For the same expansion ratio work done by a gas in case of adiabatic processes as compared to isothermal process is
Answers
Answer:
The sign simply tells us whether the system (say ideal gas) is performing work on the surroundings (positive work, where energy is transferred out of the system), or the surroundings are performing work on the system (negative work, where energy is transferred into the system). In each case, the amount of work equals the magnitude of the energy transferred, regardless of whether it is positive or negative. In all cases the transfers are governed by the first law: ΔU=Q−W.
If we include the sign then work done in adiabatic expansion as well as contraction is greater than the work done in isothermal process
From the graphs provided by @drew, if the system starts at the same equilibrium state and expands to the same final volume, you can clearly see that the positive isothermal work is greater than the positive adiabatic work since the area under the pV curve is greater. The reason is the isothermal expansion process uses the heat transferred from the surroundings to do its work, whereas for the adiabatic expansion Q=0 and the process uses the system’s internal energy to perform its work. This results in a greater drop in pressure for the adiabatic expansion to reach the final volume than that for the isothermal expansion, and thus less area under the pV curve and less work.

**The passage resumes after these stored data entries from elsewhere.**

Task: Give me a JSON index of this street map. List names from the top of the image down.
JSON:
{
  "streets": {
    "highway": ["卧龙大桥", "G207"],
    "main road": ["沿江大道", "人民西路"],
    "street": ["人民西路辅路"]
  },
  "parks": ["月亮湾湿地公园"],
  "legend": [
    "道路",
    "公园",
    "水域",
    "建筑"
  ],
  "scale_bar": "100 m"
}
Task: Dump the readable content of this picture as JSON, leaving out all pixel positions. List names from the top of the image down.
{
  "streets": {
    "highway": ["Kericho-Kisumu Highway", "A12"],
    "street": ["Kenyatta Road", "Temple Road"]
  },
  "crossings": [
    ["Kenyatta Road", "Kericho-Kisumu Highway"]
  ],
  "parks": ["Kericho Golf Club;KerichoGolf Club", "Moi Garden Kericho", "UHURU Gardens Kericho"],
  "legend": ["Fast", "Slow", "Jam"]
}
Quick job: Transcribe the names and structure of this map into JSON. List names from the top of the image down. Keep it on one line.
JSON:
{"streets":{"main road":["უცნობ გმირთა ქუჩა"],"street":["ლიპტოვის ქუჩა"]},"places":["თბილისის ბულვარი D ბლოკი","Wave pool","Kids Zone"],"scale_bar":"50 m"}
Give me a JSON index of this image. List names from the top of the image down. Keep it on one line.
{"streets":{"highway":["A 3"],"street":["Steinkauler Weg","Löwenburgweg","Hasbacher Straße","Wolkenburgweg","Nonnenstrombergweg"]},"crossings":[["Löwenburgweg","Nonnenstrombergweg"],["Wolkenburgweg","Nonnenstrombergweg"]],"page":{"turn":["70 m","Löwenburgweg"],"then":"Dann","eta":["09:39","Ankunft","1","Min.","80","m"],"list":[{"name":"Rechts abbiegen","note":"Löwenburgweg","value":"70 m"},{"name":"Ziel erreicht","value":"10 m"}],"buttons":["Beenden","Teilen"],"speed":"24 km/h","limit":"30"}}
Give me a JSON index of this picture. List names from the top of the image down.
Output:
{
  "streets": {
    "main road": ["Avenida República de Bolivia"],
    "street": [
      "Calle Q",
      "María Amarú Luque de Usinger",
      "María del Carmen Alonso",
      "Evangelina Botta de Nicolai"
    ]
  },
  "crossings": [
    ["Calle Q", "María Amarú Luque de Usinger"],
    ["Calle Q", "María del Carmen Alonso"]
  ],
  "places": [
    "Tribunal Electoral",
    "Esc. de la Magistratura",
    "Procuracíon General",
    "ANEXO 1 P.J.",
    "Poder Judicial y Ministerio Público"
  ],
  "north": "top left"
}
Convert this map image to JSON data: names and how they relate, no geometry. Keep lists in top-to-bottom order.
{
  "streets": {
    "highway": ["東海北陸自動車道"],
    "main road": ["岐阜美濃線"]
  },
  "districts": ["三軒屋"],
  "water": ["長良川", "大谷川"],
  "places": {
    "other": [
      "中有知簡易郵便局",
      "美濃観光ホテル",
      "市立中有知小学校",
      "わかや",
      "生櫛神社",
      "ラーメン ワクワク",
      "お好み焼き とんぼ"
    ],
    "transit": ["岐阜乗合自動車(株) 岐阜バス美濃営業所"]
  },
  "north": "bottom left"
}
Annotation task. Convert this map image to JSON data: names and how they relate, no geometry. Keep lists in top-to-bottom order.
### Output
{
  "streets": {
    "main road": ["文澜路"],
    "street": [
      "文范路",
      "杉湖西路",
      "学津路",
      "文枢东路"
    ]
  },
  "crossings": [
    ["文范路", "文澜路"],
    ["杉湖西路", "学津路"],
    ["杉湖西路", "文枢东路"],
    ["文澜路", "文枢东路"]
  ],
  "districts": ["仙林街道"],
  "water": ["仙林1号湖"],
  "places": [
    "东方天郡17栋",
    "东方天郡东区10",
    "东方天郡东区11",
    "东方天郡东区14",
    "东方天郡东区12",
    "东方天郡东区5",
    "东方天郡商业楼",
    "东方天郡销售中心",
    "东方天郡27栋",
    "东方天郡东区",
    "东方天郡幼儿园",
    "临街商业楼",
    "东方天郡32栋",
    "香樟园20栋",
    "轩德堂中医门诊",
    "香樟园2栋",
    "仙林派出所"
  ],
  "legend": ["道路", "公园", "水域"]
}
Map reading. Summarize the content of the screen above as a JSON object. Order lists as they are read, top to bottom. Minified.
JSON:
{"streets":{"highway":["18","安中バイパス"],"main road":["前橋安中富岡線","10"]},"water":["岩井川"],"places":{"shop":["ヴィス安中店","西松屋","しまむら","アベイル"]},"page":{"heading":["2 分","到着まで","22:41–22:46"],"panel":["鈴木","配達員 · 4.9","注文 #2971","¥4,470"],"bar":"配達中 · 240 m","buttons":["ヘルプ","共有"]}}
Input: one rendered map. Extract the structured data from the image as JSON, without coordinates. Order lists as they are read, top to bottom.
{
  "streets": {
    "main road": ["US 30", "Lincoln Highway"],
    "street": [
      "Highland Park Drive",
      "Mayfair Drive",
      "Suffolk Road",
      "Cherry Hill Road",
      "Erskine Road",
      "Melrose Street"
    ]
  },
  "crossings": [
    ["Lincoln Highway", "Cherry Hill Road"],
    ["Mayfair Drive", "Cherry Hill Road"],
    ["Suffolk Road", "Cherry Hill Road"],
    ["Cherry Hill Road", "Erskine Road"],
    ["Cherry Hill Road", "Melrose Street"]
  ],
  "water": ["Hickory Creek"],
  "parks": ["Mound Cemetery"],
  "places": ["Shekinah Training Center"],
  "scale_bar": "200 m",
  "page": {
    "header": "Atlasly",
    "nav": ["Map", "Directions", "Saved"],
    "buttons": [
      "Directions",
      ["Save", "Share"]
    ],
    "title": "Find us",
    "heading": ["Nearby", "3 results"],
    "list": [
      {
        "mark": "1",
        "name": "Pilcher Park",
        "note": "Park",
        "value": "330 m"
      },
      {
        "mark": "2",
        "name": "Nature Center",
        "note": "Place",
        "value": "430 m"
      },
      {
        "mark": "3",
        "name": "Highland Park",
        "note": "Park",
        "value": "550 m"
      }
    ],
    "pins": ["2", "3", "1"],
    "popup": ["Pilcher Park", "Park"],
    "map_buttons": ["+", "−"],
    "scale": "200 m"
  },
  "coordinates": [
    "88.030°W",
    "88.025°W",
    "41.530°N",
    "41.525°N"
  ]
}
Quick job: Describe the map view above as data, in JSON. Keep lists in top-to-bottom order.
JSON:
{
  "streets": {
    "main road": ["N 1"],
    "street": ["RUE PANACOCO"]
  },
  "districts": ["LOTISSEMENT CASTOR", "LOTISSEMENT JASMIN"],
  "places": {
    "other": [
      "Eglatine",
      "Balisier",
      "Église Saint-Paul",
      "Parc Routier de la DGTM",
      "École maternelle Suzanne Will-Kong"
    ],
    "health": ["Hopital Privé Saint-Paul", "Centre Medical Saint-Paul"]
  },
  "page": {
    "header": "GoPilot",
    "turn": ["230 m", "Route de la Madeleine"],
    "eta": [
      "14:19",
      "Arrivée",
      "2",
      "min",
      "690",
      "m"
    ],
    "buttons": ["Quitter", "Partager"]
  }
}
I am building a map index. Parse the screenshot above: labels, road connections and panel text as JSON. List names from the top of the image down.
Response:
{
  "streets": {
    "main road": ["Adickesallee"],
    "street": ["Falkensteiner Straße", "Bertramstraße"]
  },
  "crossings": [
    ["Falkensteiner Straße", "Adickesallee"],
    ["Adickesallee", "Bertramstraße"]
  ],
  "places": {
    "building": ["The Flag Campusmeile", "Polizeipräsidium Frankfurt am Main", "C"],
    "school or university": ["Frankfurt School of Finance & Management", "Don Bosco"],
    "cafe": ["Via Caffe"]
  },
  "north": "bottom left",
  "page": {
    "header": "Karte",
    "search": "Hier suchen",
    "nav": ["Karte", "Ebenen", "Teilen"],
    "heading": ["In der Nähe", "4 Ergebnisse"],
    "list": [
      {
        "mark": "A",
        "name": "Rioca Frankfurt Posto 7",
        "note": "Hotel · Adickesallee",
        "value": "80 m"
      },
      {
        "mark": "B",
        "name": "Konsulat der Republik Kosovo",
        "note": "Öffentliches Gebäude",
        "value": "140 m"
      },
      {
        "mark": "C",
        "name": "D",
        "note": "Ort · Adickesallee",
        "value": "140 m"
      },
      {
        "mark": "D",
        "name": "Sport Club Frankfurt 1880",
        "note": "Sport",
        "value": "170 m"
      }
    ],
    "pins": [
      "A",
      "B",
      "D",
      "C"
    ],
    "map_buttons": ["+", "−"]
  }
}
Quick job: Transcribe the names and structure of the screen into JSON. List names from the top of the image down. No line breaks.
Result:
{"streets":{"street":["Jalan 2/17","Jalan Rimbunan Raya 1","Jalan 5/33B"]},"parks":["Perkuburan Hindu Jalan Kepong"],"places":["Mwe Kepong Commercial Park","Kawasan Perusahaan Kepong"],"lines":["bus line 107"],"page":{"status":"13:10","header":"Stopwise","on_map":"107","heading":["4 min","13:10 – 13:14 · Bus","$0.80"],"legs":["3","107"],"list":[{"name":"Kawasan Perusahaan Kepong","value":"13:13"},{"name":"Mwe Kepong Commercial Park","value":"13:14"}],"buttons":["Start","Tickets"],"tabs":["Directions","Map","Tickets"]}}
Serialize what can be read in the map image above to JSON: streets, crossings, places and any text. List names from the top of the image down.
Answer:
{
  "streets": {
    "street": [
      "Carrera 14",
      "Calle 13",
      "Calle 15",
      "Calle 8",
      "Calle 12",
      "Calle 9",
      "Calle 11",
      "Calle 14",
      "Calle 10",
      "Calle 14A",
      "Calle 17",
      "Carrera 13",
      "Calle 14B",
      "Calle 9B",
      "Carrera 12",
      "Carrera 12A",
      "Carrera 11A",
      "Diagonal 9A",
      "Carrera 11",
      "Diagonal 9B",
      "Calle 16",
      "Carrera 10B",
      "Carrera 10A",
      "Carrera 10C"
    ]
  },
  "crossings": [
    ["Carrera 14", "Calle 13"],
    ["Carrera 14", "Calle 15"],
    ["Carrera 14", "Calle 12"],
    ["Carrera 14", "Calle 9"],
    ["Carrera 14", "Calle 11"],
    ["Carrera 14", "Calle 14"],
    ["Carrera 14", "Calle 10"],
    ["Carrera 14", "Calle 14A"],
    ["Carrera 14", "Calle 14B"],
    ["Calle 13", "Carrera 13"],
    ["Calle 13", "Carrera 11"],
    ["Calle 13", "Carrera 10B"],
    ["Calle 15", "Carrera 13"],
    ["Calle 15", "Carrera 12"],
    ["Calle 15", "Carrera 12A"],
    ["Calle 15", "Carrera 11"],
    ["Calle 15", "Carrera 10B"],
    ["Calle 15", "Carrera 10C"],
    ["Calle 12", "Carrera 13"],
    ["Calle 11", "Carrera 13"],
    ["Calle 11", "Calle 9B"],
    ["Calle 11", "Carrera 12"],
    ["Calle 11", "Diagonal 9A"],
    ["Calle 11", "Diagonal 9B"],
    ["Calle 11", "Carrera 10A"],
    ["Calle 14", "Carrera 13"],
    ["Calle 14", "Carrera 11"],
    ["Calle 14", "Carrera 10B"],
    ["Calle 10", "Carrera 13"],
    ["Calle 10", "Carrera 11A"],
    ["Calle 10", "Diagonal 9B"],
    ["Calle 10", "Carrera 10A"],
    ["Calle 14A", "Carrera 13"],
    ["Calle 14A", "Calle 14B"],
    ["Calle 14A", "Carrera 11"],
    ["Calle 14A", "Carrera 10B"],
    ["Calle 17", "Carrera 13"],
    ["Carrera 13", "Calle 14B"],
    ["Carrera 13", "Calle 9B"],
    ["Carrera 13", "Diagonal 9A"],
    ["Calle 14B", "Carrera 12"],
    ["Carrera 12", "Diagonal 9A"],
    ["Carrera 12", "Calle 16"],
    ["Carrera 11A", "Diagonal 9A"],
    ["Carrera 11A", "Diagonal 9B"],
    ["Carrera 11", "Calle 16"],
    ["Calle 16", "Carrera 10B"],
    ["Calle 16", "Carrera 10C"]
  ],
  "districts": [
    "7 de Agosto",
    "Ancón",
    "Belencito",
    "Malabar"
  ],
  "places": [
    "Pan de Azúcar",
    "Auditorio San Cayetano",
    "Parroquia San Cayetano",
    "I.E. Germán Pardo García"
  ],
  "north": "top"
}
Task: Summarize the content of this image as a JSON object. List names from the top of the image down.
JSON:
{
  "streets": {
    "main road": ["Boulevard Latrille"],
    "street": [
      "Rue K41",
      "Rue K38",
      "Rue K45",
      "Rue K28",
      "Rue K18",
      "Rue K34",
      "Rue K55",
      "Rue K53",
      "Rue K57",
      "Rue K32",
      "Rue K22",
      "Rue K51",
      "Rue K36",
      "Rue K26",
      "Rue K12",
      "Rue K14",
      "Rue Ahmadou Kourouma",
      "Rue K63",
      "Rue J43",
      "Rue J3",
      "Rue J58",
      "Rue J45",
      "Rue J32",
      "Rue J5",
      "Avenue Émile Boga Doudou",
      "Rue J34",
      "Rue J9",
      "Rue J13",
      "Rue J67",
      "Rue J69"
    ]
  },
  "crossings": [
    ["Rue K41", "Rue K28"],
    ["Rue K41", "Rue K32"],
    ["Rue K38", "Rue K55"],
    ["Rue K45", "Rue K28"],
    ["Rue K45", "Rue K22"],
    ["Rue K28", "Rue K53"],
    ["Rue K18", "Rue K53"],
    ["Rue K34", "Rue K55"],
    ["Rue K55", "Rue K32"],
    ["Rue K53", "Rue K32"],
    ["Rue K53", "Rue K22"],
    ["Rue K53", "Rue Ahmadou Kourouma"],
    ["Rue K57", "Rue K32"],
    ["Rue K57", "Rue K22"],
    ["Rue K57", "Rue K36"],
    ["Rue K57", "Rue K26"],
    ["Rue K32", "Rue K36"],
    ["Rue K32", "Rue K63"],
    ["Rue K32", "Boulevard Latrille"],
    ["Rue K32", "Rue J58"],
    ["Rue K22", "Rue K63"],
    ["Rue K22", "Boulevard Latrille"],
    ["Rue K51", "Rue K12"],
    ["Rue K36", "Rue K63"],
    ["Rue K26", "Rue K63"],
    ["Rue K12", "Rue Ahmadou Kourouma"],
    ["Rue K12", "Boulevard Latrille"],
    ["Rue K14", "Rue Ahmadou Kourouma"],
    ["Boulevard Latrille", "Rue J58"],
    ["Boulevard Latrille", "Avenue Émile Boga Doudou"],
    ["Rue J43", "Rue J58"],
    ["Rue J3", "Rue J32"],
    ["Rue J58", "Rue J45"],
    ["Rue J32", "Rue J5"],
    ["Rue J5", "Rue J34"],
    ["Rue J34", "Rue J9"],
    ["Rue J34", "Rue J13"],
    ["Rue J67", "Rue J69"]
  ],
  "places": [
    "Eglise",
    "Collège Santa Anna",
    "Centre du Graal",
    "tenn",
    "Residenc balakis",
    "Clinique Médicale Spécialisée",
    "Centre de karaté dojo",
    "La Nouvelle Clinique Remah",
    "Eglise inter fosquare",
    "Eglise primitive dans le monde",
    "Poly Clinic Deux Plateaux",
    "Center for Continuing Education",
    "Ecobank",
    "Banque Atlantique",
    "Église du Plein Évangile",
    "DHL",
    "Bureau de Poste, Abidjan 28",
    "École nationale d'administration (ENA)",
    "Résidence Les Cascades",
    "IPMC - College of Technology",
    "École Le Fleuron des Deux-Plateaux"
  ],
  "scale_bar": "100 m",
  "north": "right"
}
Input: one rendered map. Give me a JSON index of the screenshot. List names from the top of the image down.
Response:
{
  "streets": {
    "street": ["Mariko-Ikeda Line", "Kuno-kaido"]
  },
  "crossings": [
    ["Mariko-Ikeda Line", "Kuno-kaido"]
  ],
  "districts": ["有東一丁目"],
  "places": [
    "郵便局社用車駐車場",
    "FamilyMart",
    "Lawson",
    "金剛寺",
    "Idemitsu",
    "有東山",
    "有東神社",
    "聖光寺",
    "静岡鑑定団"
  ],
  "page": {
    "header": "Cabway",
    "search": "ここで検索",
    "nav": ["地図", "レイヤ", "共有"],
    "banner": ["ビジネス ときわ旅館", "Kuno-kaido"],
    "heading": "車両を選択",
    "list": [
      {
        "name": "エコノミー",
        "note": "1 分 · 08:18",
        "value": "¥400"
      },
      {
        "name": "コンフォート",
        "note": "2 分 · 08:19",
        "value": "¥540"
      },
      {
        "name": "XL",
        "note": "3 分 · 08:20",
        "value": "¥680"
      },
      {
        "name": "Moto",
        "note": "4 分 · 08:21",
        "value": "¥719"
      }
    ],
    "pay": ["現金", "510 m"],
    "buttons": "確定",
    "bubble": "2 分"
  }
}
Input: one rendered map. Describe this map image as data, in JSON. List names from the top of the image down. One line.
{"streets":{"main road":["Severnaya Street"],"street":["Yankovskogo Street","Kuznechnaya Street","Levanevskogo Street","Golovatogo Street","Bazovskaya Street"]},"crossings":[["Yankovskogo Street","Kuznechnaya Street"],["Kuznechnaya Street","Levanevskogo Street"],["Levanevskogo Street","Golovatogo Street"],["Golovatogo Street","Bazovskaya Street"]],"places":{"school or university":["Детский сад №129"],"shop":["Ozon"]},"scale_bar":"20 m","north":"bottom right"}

When the processes are reversed, the pressure rises at a faster rate for the adiabatic process (because all of the energy of the work done on the system increases its internal energy) than the isothermal process (because all of the energy of the work done on the system transfers out as heat). As a result, more negative work has to be done by the isothermal process to return to the same initial pressure as the adiabatic process. The adiabatic work may be less negative, but as previously stated, the amount of work depends only on its magnitude.